1 large clove garlic -- finely chopped

1 teaspoon dried oregano -- (optional)

2 tablespoons flour

1/2 teaspoon ground cumin -- (optional)

1/2 cup ground red chile

2 1/2 cups warm water

salt

 

Heat the oil with the onion, garlic, and oregano in a heavy saucepan. Cook

over medium heat until the onion begins to color a little, about 6 minutes. Add

the flour and cumin and cook for at least 2 minutes, stirring constantly. The

flour will brown slightly. Mix the chile and 2 1/2 cups warm water and pour it

all at once into the roux, whisking as you do so. Keep stirring until the sauce

thickens, then lower the heat and cook, stirring occasionally, for 15 minutes.

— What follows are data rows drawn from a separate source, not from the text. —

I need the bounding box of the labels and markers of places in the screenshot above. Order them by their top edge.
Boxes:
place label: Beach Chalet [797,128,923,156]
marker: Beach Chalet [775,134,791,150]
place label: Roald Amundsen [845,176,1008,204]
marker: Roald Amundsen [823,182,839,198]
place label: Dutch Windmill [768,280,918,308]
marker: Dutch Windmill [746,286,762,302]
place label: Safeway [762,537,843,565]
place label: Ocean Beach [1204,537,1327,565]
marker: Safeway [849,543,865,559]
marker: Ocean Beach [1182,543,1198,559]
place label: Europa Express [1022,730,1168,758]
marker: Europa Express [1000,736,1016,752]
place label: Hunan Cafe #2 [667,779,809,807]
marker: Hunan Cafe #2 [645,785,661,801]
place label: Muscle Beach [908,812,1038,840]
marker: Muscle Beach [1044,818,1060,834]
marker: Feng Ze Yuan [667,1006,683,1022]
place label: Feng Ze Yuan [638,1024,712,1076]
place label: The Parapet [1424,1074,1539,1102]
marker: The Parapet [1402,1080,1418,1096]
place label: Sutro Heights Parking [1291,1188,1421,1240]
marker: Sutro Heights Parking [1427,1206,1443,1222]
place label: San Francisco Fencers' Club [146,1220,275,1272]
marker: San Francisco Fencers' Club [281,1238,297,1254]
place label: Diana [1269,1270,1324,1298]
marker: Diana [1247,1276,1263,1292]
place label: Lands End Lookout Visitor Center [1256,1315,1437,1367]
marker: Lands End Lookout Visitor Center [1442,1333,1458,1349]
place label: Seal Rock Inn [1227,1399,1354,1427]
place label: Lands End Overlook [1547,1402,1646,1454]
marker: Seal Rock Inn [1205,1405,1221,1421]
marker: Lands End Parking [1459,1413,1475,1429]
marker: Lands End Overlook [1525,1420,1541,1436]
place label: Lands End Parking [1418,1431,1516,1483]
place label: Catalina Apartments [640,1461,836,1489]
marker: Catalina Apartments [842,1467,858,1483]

Season with salt to taste. If it tastes a little harsh, just a few drops of

vinegar will soften it.

 

 

 

- - - - - - - - - - - - - - - - - - -

 

Per Serving (excluding unknown items): 39 Calories; 3g Fat (79.2% calories from

fat); trace Protein; 2g Carbohydrate; trace Dietary Fiber; 0mg Cholesterol; 3mg

Sodium. Exchanges: 0 Grain(Starch); 0 Lean Meat; 0 Vegetable; 1/2 Fat.

 

NOTES : Be sure to use *ground chile* NOT chili powder which includes other

ingredients. This smooth brick-red sauce is served with enchiladas and burritos

and used as a flavoring for posole or beans.